My Interview with Lenin, One Hundred Years after the Revolution
The mysteries of science have preserved Lenin alive, whose “death” in 1924 was a cunning scheme. I have managed to track him down to talk about the one hundredth anniversary of the Bolshevik Revolution.
Me: What does the “October Revolution” say to us today?
Lenin: The vanquished were right. History has sent the Provisional Government to the dustbin of history as well as Kerensky, its last boss. But I admit that the best of Russia was in the Provisional Government: liberals and socialists who had fought the Tsar and wanted reforms. There were even some lucid Mensheviks. If liberals like Prince Lvov, moderate social revolutionaries like Kerensky or Mensheviks like Tsereteli, who were in favor of a Constituent Assembly and moderate reforms, had triumphed, Russia would be different country.
Me: Your country was torn apart and became ungovernable. The Bolsheviks, who were not even a majority in the Russian Social-Democratic Workers Party, destroyed the Provisional Government.
Lenin: Our victory was not the brainchild of my genius or of the mediocrity of our adversaries. It was the result of my fanaticism, both ideological and strategic, and the Great War. The chaos and the commotion enabled us, who knew what we wanted and were prepared to do anything, to become strong. Fanaticism means being willing to do everything, even contradict oneself, to reach the goal.
Me: You applied the Red Terror and War Communism. With the former you consolidated your power; the latter failed and then you had to apply the New Economic Policy with capitalist elements.
Lenin: I had half-accepted the thesis that communism was possible in Russia without going through capitalism first. But I understood that some economic development must take place before applying socialism. The conditions for taking power were in place even if full industrial development had not yet occurred. When I overthrew the Provisional Government, I applied War Communism to control power. When I felt safe, I relaxed economic centralism: I knew that the peasants, a majority of Russians despite some industrialization, wanted to sell their surpluses and keep ownership of the lands they had taken from the oligarchy.
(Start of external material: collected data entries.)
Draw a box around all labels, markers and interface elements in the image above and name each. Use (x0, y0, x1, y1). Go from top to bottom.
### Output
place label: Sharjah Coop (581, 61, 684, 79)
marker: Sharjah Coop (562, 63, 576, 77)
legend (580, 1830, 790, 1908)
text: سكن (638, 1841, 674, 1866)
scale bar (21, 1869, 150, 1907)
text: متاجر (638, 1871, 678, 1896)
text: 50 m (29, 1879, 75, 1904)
Me: But in that short period there were already signs of what would become the great economic lesson of the twentieth century: the failure of socialism and the triumph of markets.
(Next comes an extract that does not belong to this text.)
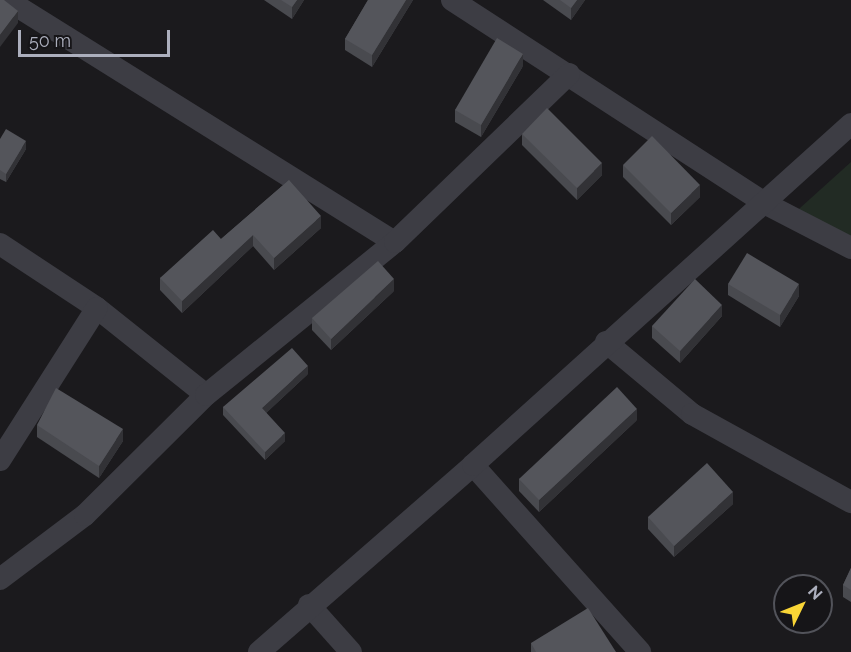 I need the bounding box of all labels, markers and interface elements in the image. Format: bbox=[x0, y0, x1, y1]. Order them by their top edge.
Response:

Lenin: Yes. I have not renounced the idea that, in a future that now seems utopian, humanity will find a way to install socialism without killing the goose that lays the golden egg, which is capitalism. Stalin later sowed the germ of the destruction of the USSR when he began to apply his five-year collectivist plans.
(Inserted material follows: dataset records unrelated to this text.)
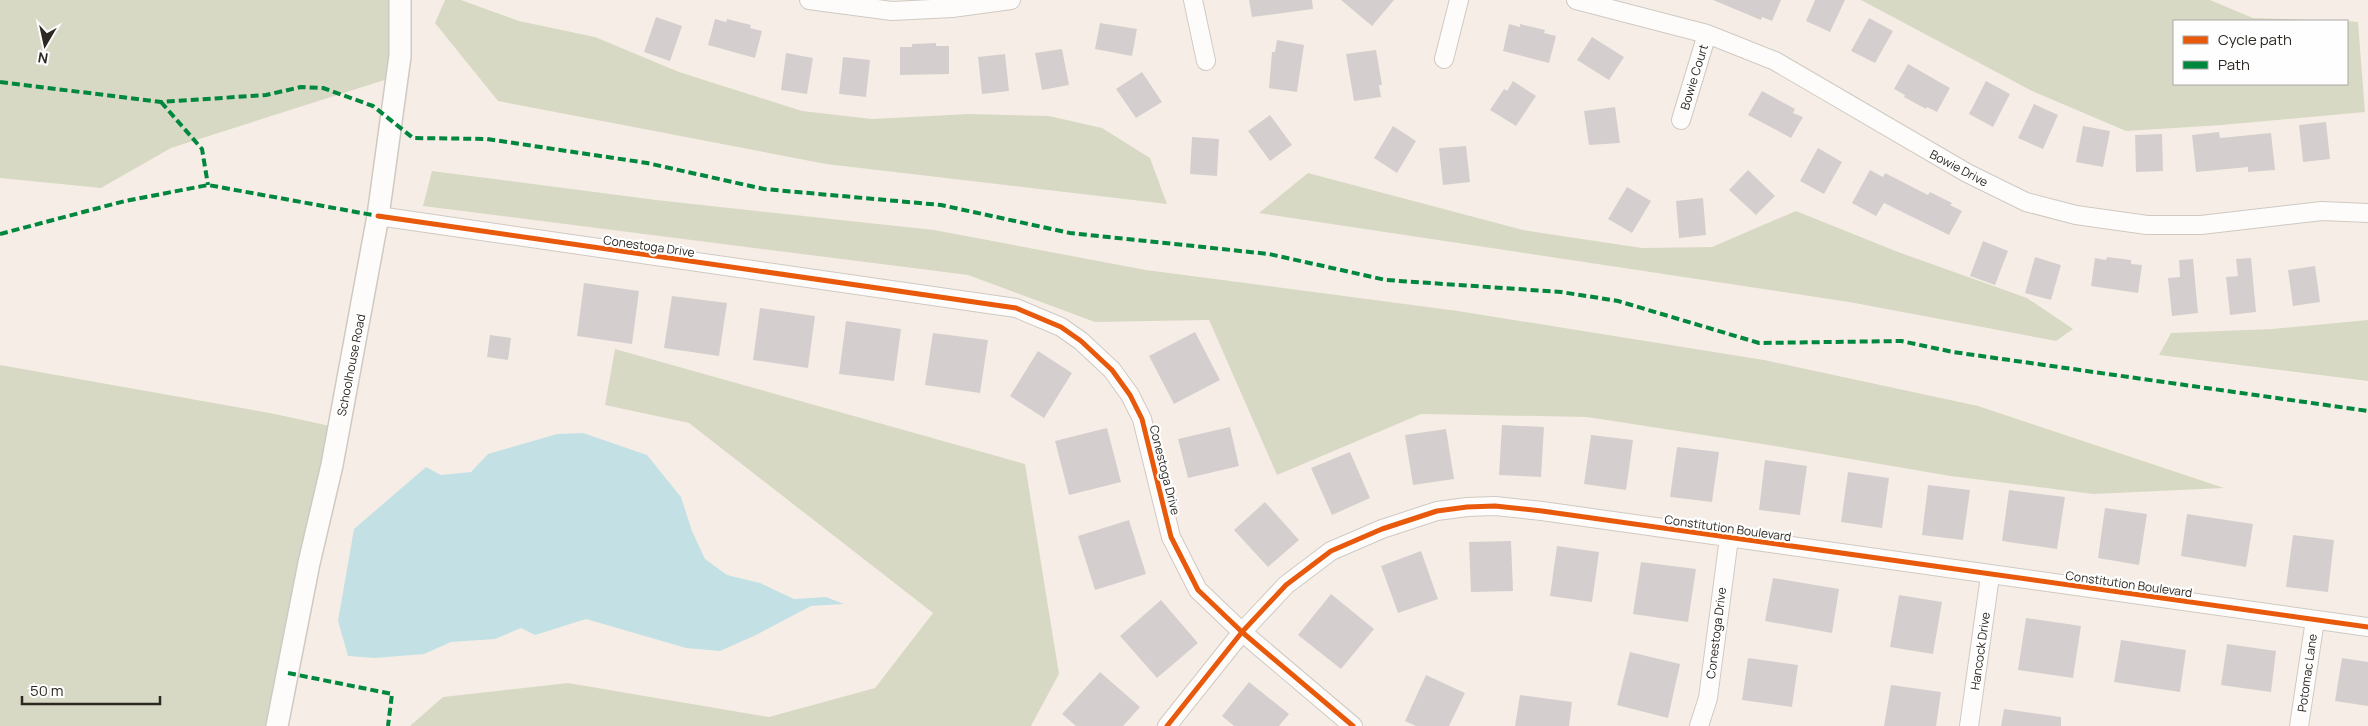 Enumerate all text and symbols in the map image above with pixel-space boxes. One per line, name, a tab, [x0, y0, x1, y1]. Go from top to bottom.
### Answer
north arrow	[20, 20, 70, 70]
legend	[2173, 20, 2348, 85]
text: Cycle path	[2218, 29, 2292, 50]
street label: Bowie Court	[1676, 42, 1712, 112]
text: N	[36, 48, 49, 69]
text: Path	[2218, 54, 2250, 75]
street label: Bowie Drive	[1927, 146, 1991, 190]
street label: Conestoga Drive	[602, 231, 696, 261]
street label: Schoolhouse Road	[333, 312, 369, 418]
street label: Conestoga Drive	[1146, 423, 1184, 517]
street label: Constitution Boulevard	[1664, 511, 1792, 545]
street label: Constitution Boulevard	[2065, 567, 2193, 601]
street label: Conestoga Drive	[1702, 586, 1730, 680]
street label: Hancock Drive	[1966, 611, 1994, 691]
street label: Potomac Lane	[2293, 633, 2321, 713]
scale bar	[22, 674, 160, 706]
text: 50 m	[30, 680, 64, 701]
Me: Do you buy the thesis that Trostsky was a “better” communist because he confronted Stalin?
Lenin: Trotsky was more like me than Stalin. Stalin was not an ideological fanatic but a paranoid man with power. Trostky was an ideological fanatic with military intuition.
Me: Communism killed one hundred million: more than twenty in Russia, sixty-five in China, one in Eastern Europe, two in Cambodia, two in Vietnam, two in North Korea, two in Africa, one and a half in Afghanistan, fifty thousand people in Latin America …
Lenin: No man can contemplate his responsibility in such a tragedy without losing his mind or committing suicide. My survival mechanism is to bear the daily punishment of seeing that history has buried my work in ignominy.
Me: Is populism today the greatest danger?
Lenin: You forget that Russia invented populism in the second half of the nineteenth century. The populists (“Narodniks”) inaugurated our revolutionary tradition and subsequently morphed into terrorists. My brother, who was hanged by the authorities, was one of them. Then the socialists of different currents took over from them. Populism is the origin of the Russian tragedy.